C'est un nouveau support avec des possibilités extraordinaires ! On n'en est qu'aux premiers balbutiements... Si j'étais jeune, je me passionnerais pour ça. Je voudrais que les livres numériques deviennent une forme de livres d'artistes complètement nouvelle. Pour l'instant, malheureusement, l'obsession, c'est de réussir à faire une tablette qui ressemble le plus possible au livre papier, en reproduisant le grain, le feuilletage...

“ On ne parvient pas à appréhender le numérique comme quelque chose de tout neuf, ce qui est une erreur ”

Il ne faut pas imiter, il faut inventer ! Le numérique fait peur. On ne parvient pas à l'appréhender, à le travailler, à l'explorer comme quelque chose de tout neuf, ce qui est une erreur. Tous ces instruments numériques ont été mis au point par les banques, les milieux d'affaires. Ce sont des gens qui ont en général assez peu de sensibilité, donc ils ne comprennent pas ce qu'ils ont inventé. Pourvu qu'ils fassent un peu d'argent, c'est tout ce qu'ils veulent, mais ils n'essaient pas du tout de réfléchir à ce qu'ils ont entre les mains.

Les poètes ont peut-être un rôle à jouer...

Naturellement ! Il n'y a que les poètes pour nous guider à l'intérieur de ces nouveaux territoires. Prenez Twitter. Cent quarante caractères, c'est une contrainte prosodique respectable, comme on a inventé celle du sonnet au XVIe siècle. Evidemment très peu de gens sont capables d'en tirer des choses intéressantes, de même que très peu ont été capables de créer des sonnets intéressants, sur les millions qui ont été écrits dans l'histoire de la littérature.

Vous n'avez quand même pas abandonné vos célèbres cartes postales pour les courriels...

Non, je ne me suis mis aux mails qu'il y a deux ans, à 85 ans, et je m'en sers très peu. Je préfère effectivement mes bonnes vieilles cartes postales un peu transformées. Le mail n'est pas assez tactile, j'aime bien toucher les courriers. Tout comme j'aime toucher les livres pour leur manifester mon affection et mon respect. Quand j'étais petit, chaque année, avec mes parents, on nettoyait les livres, et j'aimais beaucoup cette cérémonie. Les Jules Verne et les Walter Scott étaient considérés comme des livres pour enfants qu'on pouvait manipuler sans ménagement. Mais Rousseau et Montesquieu, il fallait faire très attention en les dépoussiérant !

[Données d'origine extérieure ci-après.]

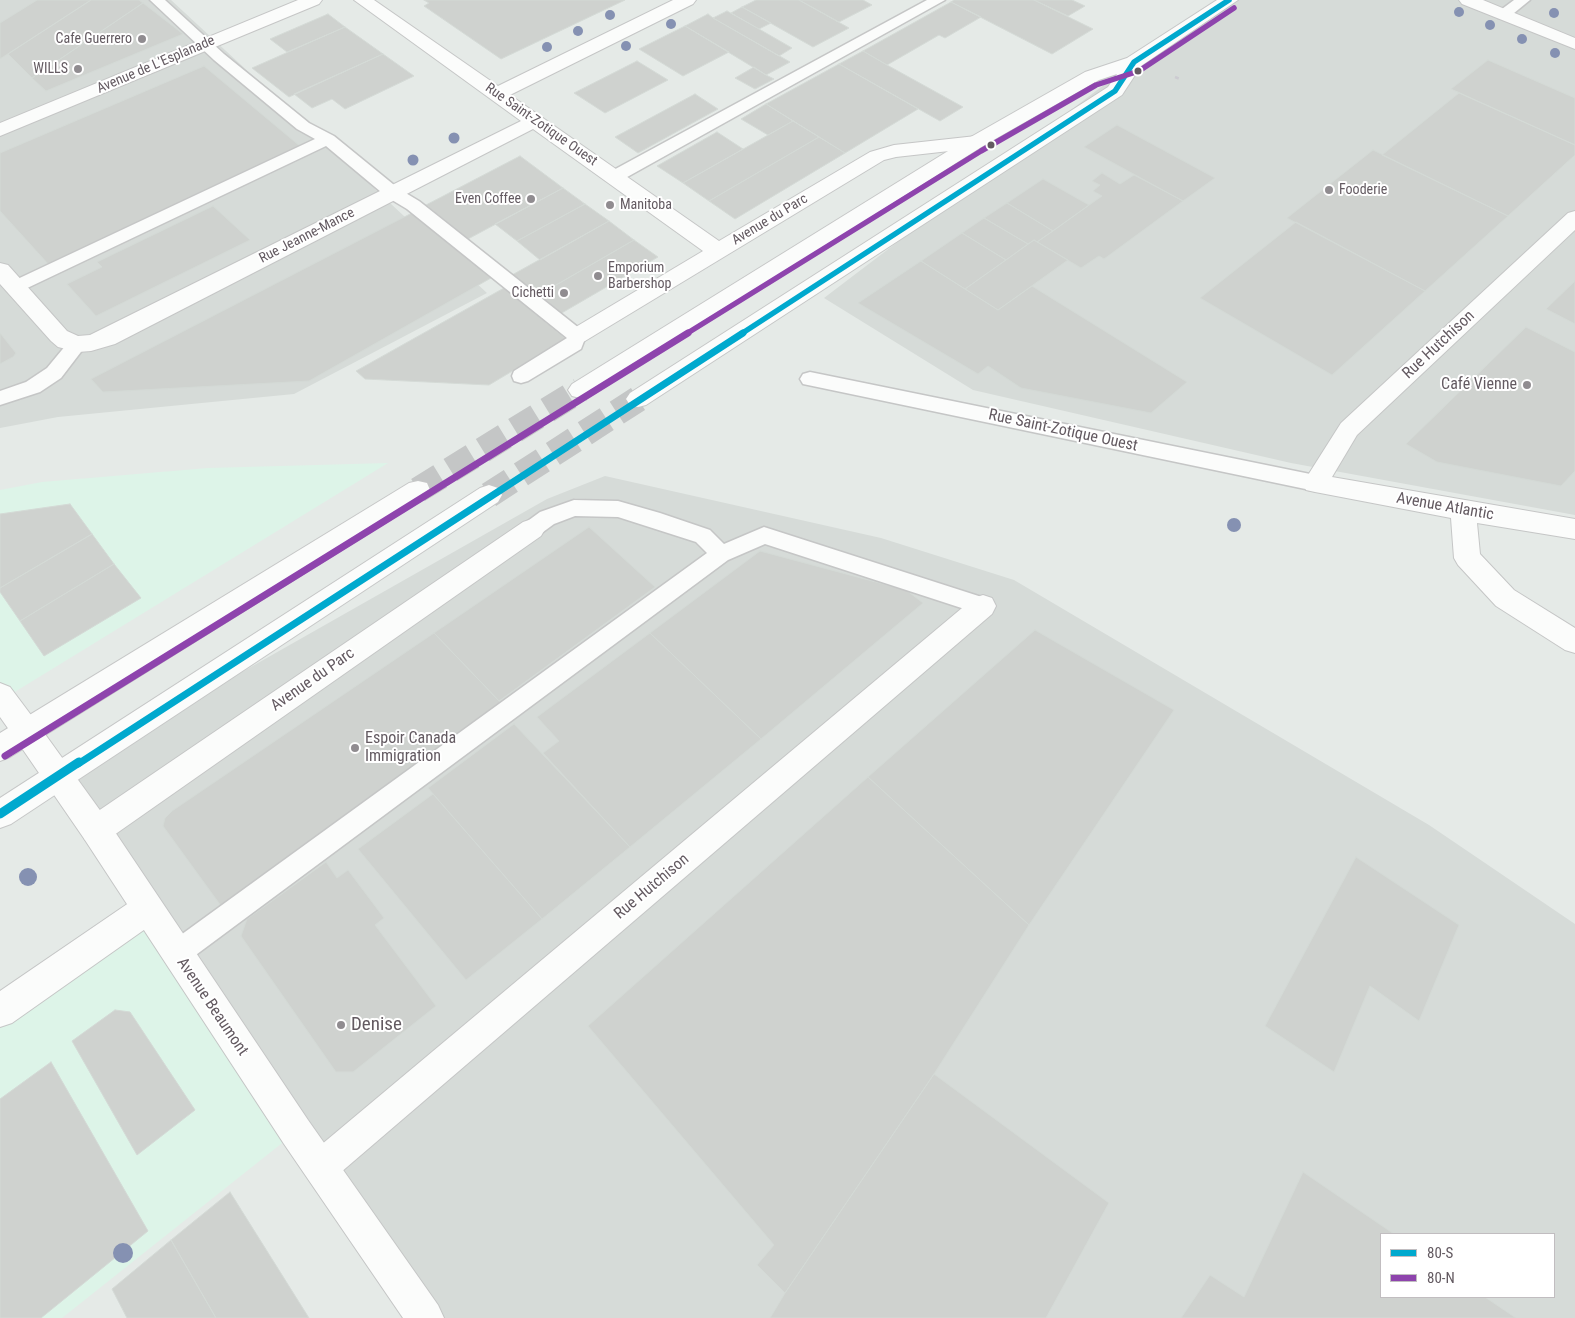 <!DOCTYPE html>
<meta charset="utf-8">
<style>
body{margin:0}
#map{position:relative;width:1575px;height:1318px;overflow:hidden;background:#e5eae7;font-family:"Roboto Condensed",sans-serif}
canvas{display:block}
.legend{position:absolute;left:1380px;top:1233px;width:175px;height:65px;box-sizing:border-box;background:#fff;border:1px solid #c1bdc0;margin:0;padding:6px 9px;list-style:none;font-size:15px;color:#635a61}
.legend li{display:flex;align-items:center;gap:10px;height:25px}
.legend b{width:25px;border:1px solid #c1bdc0}
</style>
<div id="map">
<canvas width="1575" height="1318"></canvas>
<ul class="legend">
<li><b style="height:6px;background:#00a9ce"></b>80-S</li>
<li><b style="height:6px;background:#8e44ad"></b>80-N</li>
</ul>
</div>
<script>
const ctx = document.querySelector('canvas').getContext('2d');
ctx.lineJoin = 'round';
function fill(path, color) {
  ctx.fillStyle = color;
  ctx.fill(path, 'evenodd');
}
function poly(rows) {
  const path = new Path2D();
  for (const r of rows) {
    path.moveTo(r[0], r[1]);
    for (let i = 2; i < r.length; i += 2) path.lineTo(r[i], r[i + 1]);
  }
  return path;
}
function stroke(path, color, width, dash) {
  ctx.strokeStyle = color;
  ctx.lineWidth = width;
  ctx.lineCap = dash ? 'butt' : 'round';
  ctx.setLineDash(dash || []);
  ctx.stroke(path);
}
function write(font, color, halo, rows, align = 'center') {
  ctx.font = font + ' "Roboto Condensed",sans-serif';
  ctx.lineWidth = 4;
  ctx.setLineDash([]);
  ctx.textBaseline = 'middle';
  ctx.strokeStyle = halo;
  ctx.fillStyle = color;
  for (const [text, x, y, turn = 0] of rows) {
    ctx.save();
    ctx.translate(x, y);
    ctx.rotate((+turn || 0) * Math.PI / 180);
    ctx.textAlign = isNaN(turn) ? turn : align;
    if (halo) ctx.strokeText(text, 0, 0);
    ctx.fillText(text, 0, 0);
    ctx.restore();
  }
}
fill(poly([
 [388,463,0,701,0,490,42,482,208,468],
 [147,909,296,1132,62,1318,0,1318,0,1024]
]), '#ddf4e8');
fill(poly([
 [0,0,171,0,487,293,294,394,58,417,0,428],
 [1230,0,1575,0,1575,515,1291,463,973,390,824,298,1134,62],
 [605,476,881,538,1014,580,1429,825,1575,924,1575,1318,425,1318,57,777,547,499],
 [1381,1234,1554,1234,1554,1297,1381,1297]
]), '#d6dbd8');
const building = poly([
 [37,0,91,0,0,59,0,23,37,0],
 [91,0,139,0,143,3,32,78,8,54,91,0],
 [424,0,625,0,501,59,424,6,429,3,424,0],
 [756,0,799,0,849,28,813,47,742,7,756,0],
 [799,0,863,0,872,5,839,22,799,0],
 [954,0,1034,0,1093,29,1052,54,951,2,954,0],
 [1034,0,1072,0,1085,6,1068,16,1034,0],
 [951,2,981,17,945,38,939,35,887,65,863,51,951,2],
 [143,3,183,34,46,91,32,78,143,3],
 [742,7,771,23,759,29,731,13,742,7],
 [727,11,759,29,792,48,779,56,713,18,727,11],
 [328,14,345,27,287,52,270,39,328,14],
 [708,14,713,18,790,62,766,75,685,26,708,14],
 [685,26,729,52,683,76,639,49,685,26],
 [345,27,383,54,289,97,252,68,345,27],
 [863,51,887,65,963,107,940,121,839,64,863,51],
 [383,54,414,76,345,109,332,99,312,108,294,94,383,54],
 [1488,60,1575,98,1575,145,1451,89,1488,60],
 [637,61,668,80,605,113,574,93,637,61],
 [839,64,918,109,845,153,766,104,839,64],
 [204,66,301,147,49,265,0,211,0,153,204,66],
 [754,67,766,75,774,79,755,89,735,78,754,67],
 [1459,93,1575,145,1575,155,1508,216,1382,155,1459,93],
 [695,94,718,109,638,153,615,137,695,94],
 [766,104,793,121,768,135,741,119,766,104],
 [793,121,819,137,709,201,683,183,793,121],
 [1117,125,1215,178,1183,201,1084,147,1117,125],
 [717,132,743,149,683,183,657,166,717,132],
 [819,137,845,153,735,219,709,201,819,137],
 [1373,150,1508,216,1425,291,1287,218,1373,150],
 [520,156,563,188,468,239,426,205,520,156],
 [1102,173,1120,184,1134,175,1183,201,1104,259,1099,256,1081,268,1037,242,1102,196,1093,191,1100,185,1092,181,1102,173],
 [1043,179,1089,205,1053,231,1007,203,1043,179],
 [563,188,585,204,517,241,495,224,563,188],
 [1007,203,1053,231,1037,242,1034,240,1028,244,984,218,1007,203],
 [585,204,609,221,540,260,517,241,585,204],
 [213,206,250,240,96,316,67,284,102,267,97,262,213,206],
 [412,213,491,278,309,381,103,392,91,379,412,213],
 [984,218,1028,244,1006,260,962,233,984,218],
 [609,221,634,240,537,296,512,275,609,221],
 [1296,222,1425,291,1332,375,1200,298,1296,222],
 [962,233,1006,260,965,289,921,261,962,233],
 [634,240,658,257,560,314,537,296,634,240],
 [1034,240,1068,260,998,310,965,289,1034,240],
 [921,261,998,310,1032,286,1187,382,1151,413,1021,388,988,366,978,374,858,303,921,261],
 [1575,281,1575,324,1546,309,1575,281],
 [504,288,566,339,489,385,365,379,356,371,504,288],
 [1526,327,1575,352,1575,471,1561,486,1437,462,1406,444,1526,327],
 [0,333,16,353,13,357,0,364,0,333],
 [70,504,92,534,0,588,0,514,70,504],
 [589,527,655,587,499,701,434,633,589,527],
 [92,534,114,564,20,621,0,592,0,588,92,534],
 [760,551,906,590,923,603,761,739,650,633,760,551],
 [114,564,141,598,44,656,20,621,114,564],
 [1035,630,1174,710,1029,925,868,777,1035,630],
 [434,633,503,705,224,910,163,826,165,818,172,811,434,633],
 [650,633,761,739,630,847,543,753,559,741,537,717,650,633],
 [514,724,630,847,542,919,428,788,514,724],
 [868,777,1029,925,934,1074,785,1293,757,1265,774,1245,588,1026,868,777],
 [433,794,542,919,466,980,358,849,433,794],
 [1356,857,1459,925,1419,1021,1370,986,1334,1072,1265,1026,1356,857],
 [326,862,337,878,348,870,384,918,375,925,436,1006,353,1072,336,1072,241,936,247,919,326,862],
 [115,1010,130,1012,195,1110,137,1155,72,1041,115,1010],
 [51,1062,148,1231,41,1318,0,1318,0,1099,51,1062],
 [934,1074,1109,1203,1046,1318,770,1318,785,1293,934,1074],
 [1303,1172,1394,1234,1381,1234,1381,1297,1485,1297,1516,1318,1181,1318,1210,1275,1244,1297,1303,1172],
 [230,1192,309,1318,216,1318,171,1240,230,1192],
 [171,1240,216,1318,127,1318,112,1289,171,1240]
]);
fill(building, '#cfd2cf');
stroke(building, '#d4dad6', 1);
stroke(poly([
 [418,490,580,390],
 [489,495,638,399]
]), '#c4c6c6', 26, [26, 12]);
const service = poly([
 [150,0,165,0,224,54,309,123,334,136,399,189,419,201,584,332,586,336,581,349,528,381,521,383,514,381,512,376,514,371,567,338,407,209,387,197,326,146,21,291,9,291,6,287,9,283,315,139,297,129,214,60,150,0],
 [927,0,945,0,620,181,614,182,608,181,606,177,608,173,927,0],
 [1514,0,1530,0,1508,18,1498,18,1496,15,1498,12,1514,0],
 [78,338,85,339,87,344,61,378,40,392,0,405,0,391,26,382,47,368,71,339,78,338],
 [810,372,1315,475,1322,478,1325,483,1322,488,1315,491,803,384,800,379,803,374,810,372],
 [574,500,618,501,660,513,710,530,724,544,764,527,991,600,994,606,991,612,983,615,765,544,728,560,185,963,176,967,167,963,163,954,167,945,707,553,696,542,618,517,575,516,554,524,539,535,532,537,525,535,522,529,525,523,540,512,574,500]
]);
const minor = poly([
 [298,0,322,0,319,4,0,136,0,123,298,0],
 [354,0,374,0,498,86,673,0,696,0,693,4,510,95,719,241,870,152,894,145,976,136,983,138,986,142,983,146,976,148,896,157,884,160,585,341,577,344,569,341,566,336,569,331,703,251,533,129,115,344,91,351,78,352,58,347,51,341,0,284,0,263,8,265,67,331,78,336,90,335,521,121,354,0],
 [1459,0,1483,0,1575,38,1575,49,1462,4,1459,0],
 [1575,211,1575,230,1357,435,1332,477,1575,519,1575,539,1477,523,1480,554,1514,590,1575,628,1575,653,1565,650,1496,606,1458,565,1454,558,1451,518,1315,492,1306,490,1303,483,1341,423,1568,213,1575,211],
 [532,519,541,522,545,529,541,536,107,840,96,844,85,840,81,830,85,820,523,522,532,519],
 [983,595,992,598,996,606,992,614,333,1179,321,1185,309,1179,303,1167,309,1155,974,598,983,595],
 [0,683,10,687,37,723,41,732,37,741,27,744,17,741,0,717,0,683],
 [147,894,158,898,163,909,158,920,12,1023,0,1027,0,991,136,898,147,894]
]);
const tertiary = poly([
 [27,720,37,723,107,820,308,1120,438,1305,444,1318,403,1318,284,1144,85,840,17,741,13,732,17,723,27,720]
]);
const secondary = poly([
 [1217,0,1238,0,1141,66,1122,95,646,405,638,407,630,405,626,399,630,393,1108,87,1117,74,1099,80,983,146,588,396,580,398,572,396,568,390,572,384,969,138,1085,72,1127,58,1217,0],
 [418,481,427,483,430,490,427,497,10,757,0,761,0,733,409,483,418,481],
 [489,485,498,488,502,495,498,502,11,824,0,828,0,798,480,488,489,485]
]);
stroke(service, '#c5c6c6', 3);
stroke(minor, '#c5c6c6', 2);
stroke(tertiary, '#c5c6c6', 2);
stroke(secondary, '#c6c7c7', 2);
stroke(poly([
 [1175,77,1180,79]
]), '#cccbd1', 2.5, [4, 2]);
fill(service, '#fbfcfb');
fill(minor, '#fbfcfb');
fill(tertiary, '#fbfcfb');
fill(secondary, '#fbfcfb');
stroke(poly([
 [741,334,1115,91,1134,62,1229,0]
]), '#00a9ce', 5.5);
stroke(poly([
 [78,764,743,333]
]), '#00a9ce', 7);
stroke(poly([
 [0,814,79,762]
]), '#00a9ce', 9);
stroke(poly([
 [686,334,981,151,1096,85,1139,71,1234,8]
]), '#8e44ad', 5.5);
stroke(poly([
 [5,756,688,333]
]), '#8e44ad', 7);
ctx.fillStyle = '#8591b2';
for (const [x, y, r] of [
 [1459,12,5],
 [1554,13,5],
 [610,15,5],
 [671,24,5],
 [1490,25,5],
 [578,31,5],
 [1522,39,5],
 [626,46,5],
 [547,47,5],
 [1555,53,5],
 [454,138,5.5],
 [413,160,5.5],
 [1234,525,7],
 [28,877,9],
 [123,1253,10]
]) {
  ctx.beginPath();
  ctx.arc(x, y, r, 0, 2 * Math.PI);
  ctx.fill();
}
for (const [x, y, r, color] of [
 [142,39,5,"#908c90"],
 [78,69,5,"#908c90"],
 [1138,71,4.5,"#635a61"],
 [991,145,4.5,"#635a61"],
 [1329,190,5,"#908c90"],
 [531,199,5,"#908c90"],
 [610,205,5,"#908c90"],
 [598,276,5,"#908c90"],
 [564,293,5,"#908c90"],
 [1527,385,5,"#908c90"],
 [355,748,5,"#908c90"],
 [341,1025,5,"#908c90"]
]) {
  const dot = new Path2D();
  dot.arc(x, y, r, 0, 2 * Math.PI);
  ctx.fillStyle = color;
  ctx.fill(dot);
  stroke(dot, '#fff', 2);
}
write('14px', '#635a61', '#fff', [
 ["Cafe Guerrero",132,39],
 ["WILLS",68,69],
 ["Fooderie",1339,190,"left"],
 ["Even Coffee",521,199],
 ["Manitoba",620,205,"left"],
 ["Emporium",608,268,"left"],
 ["Barbershop",608,284,"left"],
 ["Cichetti",554,293]
], 'right');
write('14px', '#635a61', '#fff', [
 ["Avenue de L'Esplanade",156,65,-23],
 ["Rue Saint-Zotique Ouest",541,125,35],
 ["Avenue du Parc",770,220,-31],
 ["Rue Jeanne-Mance",307,236,-27]
]);
write('16px', '#635a61', '#fff', [
 ["Rue Hutchison",1439,345,-43],
 ["Rue Saint-Zotique Ouest",1063,431,12],
 ["Avenue Atlantic",1445,507,10],
 ["Avenue du Parc",313,680,-35],
 ["Rue Hutchison",652,887,-40],
 ["Avenue Beaumont",212,1007,56]
]);
write('16px', '#635a61', '#fff', [
 ["Café Vienne",1517,385],
 ["Espoir Canada",365,739,"left"],
 ["Immigration",365,757,"left"]
], 'right');
write('19px', '#635a61', '#fff', [
 ["Denise",351,1025]
], 'left');
</script>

Michel Butor en huit dates

1926 Naissance à Mons-en-Barœul. A 3 ans, installation définitive à Paris.
1954 Premier roman, Passage de Milan.
1957 Prix Renaudot pour La Modification.
1967 Portrait de l'artiste en jeune singe, premier récit autobiographique.
1970 Hoirie-Voirie, illustré par Pierre Alechinsky.
1989 Improvisations sur Flaubert et Rimbaud.
2006 Début de la publication de ses œuvres complètes aux éditions de la Différence.
2012 Le Long de la plage, poèmes en musique avec le jazzman Marc Copland.